On a cold and rainy New Year's Eve, a retired Philadelphia police officer rode an elevator to the first floor and walked out the door of the Delaware Valley Veterans Home.

Harold Chapman, 75, diagnosed with dementia and work-related brain damage, wore only pajamas when he stepped past a manned security desk at 5:30 p.m. Dec. 31, 2007, and into the winter cold.

Two hours later, a staffer reported that she could not find Chapman, a Korean War veteran, in his room or anywhere else. Neither could searchers in a police helicopter.

Ten hours passed before Chapman's lifeless body was found a few yards from the state-run nursing home.

"If he were any closer, they would have tripped over him," his widow, Barbara Chapman, said in a recent interview.

Chapman's death prompted new procedures at the Philadelphia hospital to prevent a recurrence, said Jeffrey Backer, an official of the state Department of Military and Veterans Affairs. He said that a warning system triggers an alarm if designated patients try to leave.

The extent of such incidents in the state veterans-home system could not be determined. Backer said that he could not provide data on other incidents.

The Pittsburgh Tribune-Review has been investigating state veterans' homes and has found serious deficiencies at two of them, in Hollidaysburg and Scranton. The U.S. Department of Health and Human Services rated those facilities below average in meeting inspection requirements, giving them the lowest possible ranking: one star out of five, while other homes in the system fared better.

The 1,632-bed state veterans health system, dating to the Civil War era, costs $165 million a year to operate. It is separate from the federal Veterans Affairs. The state facilities include nursing-home beds, personal care facilities and locked dementia units, where many of the serious violations occurred.

In Philadelphia, details about Chapman's death emerged in a lawsuit his daughters filed against the state. Evidence produced for the lawsuit includes surveillance tapes of the former policeman leaving the home.

"It was New Year's Eve, and everyone was getting ready for a party. He walked right by them," said Barbara Chapman, who viewed the tape. "He couldn't find his way back, and got lost. They told me it was painless, but I later found out it can be a very horrible death."

Citing the litigation, state officials declined to discuss the Chapman case, including employee suspensions and other disciplinary actions.

Records from the Delaware Valley Veterans Home show that there were multiple failures by staffers, first by not monitoring Chapman's movements and, after he was belatedly discovered missing, by failing to immediately follow established emergency procedures.

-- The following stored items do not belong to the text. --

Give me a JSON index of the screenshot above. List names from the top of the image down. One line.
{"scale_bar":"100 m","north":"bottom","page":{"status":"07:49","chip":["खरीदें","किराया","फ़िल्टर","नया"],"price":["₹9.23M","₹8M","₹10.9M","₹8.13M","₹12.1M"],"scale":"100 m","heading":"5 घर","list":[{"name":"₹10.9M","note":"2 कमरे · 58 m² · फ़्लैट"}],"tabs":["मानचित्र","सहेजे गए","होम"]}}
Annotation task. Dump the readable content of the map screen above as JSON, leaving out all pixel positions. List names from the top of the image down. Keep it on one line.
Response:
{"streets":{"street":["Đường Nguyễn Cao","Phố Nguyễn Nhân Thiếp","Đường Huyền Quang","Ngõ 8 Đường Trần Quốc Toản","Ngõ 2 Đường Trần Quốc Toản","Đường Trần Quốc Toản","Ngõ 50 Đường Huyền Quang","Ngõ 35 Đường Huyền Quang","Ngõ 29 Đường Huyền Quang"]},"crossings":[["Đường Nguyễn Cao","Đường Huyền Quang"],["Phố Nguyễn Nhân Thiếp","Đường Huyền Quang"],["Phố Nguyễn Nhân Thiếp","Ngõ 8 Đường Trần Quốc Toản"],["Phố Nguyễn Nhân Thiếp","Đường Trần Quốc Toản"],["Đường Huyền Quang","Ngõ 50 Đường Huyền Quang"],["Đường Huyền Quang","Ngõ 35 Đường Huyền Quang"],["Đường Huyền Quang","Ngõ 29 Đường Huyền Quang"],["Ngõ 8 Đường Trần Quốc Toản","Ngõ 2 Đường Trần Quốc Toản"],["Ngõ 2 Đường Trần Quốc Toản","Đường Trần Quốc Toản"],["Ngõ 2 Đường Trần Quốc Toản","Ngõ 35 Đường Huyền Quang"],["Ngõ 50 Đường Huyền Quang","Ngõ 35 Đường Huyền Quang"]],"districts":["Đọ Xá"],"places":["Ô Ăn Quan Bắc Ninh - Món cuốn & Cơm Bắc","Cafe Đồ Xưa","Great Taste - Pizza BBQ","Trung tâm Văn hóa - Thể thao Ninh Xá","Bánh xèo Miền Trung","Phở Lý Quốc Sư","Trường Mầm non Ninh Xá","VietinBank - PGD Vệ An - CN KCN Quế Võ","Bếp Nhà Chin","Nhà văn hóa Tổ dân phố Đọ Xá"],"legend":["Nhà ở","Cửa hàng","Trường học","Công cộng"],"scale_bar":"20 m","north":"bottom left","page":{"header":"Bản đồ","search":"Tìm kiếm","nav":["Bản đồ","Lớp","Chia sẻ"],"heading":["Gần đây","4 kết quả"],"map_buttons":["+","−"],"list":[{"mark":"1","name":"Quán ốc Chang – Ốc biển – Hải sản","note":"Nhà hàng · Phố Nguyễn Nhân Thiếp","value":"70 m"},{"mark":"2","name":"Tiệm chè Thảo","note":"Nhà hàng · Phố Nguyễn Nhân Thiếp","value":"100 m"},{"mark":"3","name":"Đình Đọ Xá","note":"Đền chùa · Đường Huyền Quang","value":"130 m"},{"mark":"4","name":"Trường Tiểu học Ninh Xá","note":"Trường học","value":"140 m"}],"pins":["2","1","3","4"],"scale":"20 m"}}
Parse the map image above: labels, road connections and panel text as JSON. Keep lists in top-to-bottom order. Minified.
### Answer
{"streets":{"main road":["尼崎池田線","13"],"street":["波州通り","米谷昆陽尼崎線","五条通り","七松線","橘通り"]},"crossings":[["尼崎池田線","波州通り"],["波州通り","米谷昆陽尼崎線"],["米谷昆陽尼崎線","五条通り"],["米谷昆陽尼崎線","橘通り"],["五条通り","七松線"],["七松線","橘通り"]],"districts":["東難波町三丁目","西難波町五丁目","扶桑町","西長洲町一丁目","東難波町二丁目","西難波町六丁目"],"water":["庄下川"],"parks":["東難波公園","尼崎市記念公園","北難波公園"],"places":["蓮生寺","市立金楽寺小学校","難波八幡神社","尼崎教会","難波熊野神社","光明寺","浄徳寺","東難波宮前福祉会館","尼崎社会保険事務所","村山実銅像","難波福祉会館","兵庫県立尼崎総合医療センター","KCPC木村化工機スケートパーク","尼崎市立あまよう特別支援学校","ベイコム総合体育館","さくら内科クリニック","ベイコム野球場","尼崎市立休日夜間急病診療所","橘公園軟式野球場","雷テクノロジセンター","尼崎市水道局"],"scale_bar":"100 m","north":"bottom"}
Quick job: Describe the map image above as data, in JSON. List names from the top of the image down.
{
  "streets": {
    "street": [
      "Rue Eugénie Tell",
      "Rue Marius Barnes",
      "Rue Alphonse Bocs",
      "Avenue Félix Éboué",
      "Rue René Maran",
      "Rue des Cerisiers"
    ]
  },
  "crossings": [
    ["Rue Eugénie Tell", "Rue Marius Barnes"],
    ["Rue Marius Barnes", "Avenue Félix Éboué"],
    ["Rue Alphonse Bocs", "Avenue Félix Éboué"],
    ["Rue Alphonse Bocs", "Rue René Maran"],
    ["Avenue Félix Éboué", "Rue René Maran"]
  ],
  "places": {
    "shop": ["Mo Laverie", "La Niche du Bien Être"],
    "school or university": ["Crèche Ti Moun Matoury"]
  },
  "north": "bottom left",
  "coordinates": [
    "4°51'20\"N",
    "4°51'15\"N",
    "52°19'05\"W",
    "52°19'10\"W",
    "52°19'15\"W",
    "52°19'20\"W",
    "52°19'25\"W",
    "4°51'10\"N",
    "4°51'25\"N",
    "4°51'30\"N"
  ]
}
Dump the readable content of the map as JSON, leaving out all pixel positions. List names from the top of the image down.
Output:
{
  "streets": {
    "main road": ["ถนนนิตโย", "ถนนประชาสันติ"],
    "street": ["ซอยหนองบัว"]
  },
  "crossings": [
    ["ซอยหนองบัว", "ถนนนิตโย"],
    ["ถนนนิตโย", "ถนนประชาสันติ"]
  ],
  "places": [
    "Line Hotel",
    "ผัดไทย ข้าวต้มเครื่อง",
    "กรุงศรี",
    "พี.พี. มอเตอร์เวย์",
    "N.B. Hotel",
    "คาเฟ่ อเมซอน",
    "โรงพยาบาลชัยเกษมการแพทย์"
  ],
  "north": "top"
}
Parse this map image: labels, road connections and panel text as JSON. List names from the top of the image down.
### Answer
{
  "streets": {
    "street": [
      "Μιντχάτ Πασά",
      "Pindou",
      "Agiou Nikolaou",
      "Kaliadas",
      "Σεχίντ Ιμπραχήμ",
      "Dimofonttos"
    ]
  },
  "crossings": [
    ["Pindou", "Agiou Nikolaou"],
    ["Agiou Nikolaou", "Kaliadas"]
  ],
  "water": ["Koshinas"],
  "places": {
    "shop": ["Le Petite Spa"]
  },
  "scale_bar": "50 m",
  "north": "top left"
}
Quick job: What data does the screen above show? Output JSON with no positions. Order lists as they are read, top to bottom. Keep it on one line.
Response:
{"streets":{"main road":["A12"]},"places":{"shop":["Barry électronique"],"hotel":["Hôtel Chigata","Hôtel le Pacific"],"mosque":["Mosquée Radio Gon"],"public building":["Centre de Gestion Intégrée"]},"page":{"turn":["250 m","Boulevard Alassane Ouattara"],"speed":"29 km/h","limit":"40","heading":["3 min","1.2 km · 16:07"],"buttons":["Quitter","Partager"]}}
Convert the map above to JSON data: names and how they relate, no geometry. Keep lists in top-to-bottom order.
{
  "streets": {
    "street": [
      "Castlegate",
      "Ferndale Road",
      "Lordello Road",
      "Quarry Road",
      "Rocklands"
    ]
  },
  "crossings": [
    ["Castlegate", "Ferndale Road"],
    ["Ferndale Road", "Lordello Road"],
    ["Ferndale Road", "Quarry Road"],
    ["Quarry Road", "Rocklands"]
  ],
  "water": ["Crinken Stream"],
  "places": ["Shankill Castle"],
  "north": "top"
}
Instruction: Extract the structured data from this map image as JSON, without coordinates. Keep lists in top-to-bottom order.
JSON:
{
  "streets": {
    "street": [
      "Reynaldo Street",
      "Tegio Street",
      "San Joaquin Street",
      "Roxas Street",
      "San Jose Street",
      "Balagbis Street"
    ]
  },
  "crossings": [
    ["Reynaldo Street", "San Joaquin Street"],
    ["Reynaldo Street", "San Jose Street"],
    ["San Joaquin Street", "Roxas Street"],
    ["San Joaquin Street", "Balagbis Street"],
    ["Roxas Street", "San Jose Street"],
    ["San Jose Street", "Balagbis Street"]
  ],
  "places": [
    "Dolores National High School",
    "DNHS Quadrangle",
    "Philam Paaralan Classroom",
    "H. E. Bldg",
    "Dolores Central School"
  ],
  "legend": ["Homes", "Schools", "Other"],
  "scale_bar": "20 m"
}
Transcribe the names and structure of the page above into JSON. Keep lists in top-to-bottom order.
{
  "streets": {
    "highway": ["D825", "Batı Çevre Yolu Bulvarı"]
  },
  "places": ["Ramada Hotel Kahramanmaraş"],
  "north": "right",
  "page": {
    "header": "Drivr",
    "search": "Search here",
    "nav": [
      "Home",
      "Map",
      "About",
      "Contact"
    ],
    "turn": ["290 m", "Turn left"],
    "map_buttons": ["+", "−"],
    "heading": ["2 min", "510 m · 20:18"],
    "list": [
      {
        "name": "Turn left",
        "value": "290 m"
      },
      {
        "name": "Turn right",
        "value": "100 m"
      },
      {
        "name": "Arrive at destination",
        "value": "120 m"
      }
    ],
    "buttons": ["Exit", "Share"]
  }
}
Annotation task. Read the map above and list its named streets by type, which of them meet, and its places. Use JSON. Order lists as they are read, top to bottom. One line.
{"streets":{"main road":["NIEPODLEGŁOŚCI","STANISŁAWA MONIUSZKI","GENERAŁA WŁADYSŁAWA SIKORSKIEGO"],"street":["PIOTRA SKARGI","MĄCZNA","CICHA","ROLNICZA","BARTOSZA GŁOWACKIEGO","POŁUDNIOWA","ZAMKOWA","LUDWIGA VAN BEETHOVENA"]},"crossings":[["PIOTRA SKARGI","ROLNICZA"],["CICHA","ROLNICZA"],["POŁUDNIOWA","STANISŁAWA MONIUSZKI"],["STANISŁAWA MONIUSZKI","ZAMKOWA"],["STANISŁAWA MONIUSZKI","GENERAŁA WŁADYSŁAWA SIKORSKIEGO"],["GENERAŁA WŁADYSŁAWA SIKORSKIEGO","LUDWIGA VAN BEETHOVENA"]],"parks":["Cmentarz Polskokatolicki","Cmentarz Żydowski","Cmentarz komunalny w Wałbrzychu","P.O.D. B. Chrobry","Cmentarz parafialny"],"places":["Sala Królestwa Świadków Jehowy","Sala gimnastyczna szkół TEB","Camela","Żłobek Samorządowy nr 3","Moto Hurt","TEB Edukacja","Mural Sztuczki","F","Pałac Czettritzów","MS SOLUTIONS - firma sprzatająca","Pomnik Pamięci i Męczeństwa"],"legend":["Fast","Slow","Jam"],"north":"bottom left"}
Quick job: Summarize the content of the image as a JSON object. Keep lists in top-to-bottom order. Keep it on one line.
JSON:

Staffers didn't notify the home's commander until after 9 p.m., more than three hours after Chapman disappeared. They didn't call police until 9:15 p.m.

Surveillance tapes show that Chapman left his restricted area by riding the elevator with an employee who was not authorized to be in the building at that time.

State health inspectors later cited the home for multiple violations of state and federal laws and regulations, and several staffers were either reprimanded or suspended.

According to the inspection report, staffers failed "to take timely action resulting in actual harm and death to the resident."

One staffer, one of the last to be seen with Chapman, abruptly quit his job when told he would be questioned. Called "a person of interest" by investigators, the aide later was discovered to have a criminal record for stalking.

The Philadelphia Medical Examiner's Office concluded that Chapman died of hypothermia and that the incident was accidental.

Another fatal incident at the Philadelphia home happened when two residents got into a shoving match in a lunch line and one of them died. The surviving patient was acquitted of involuntary manslaughter charges in June.

Meanwhile, the Tribune-Review investigation found that inspectors faulted a state veterans' facility in Chester County in June for a lack of bed-sore prevention measures, failure to maintain patient assessments and failure to monitor the weight loss of a patient who lost 11 pounds in a week.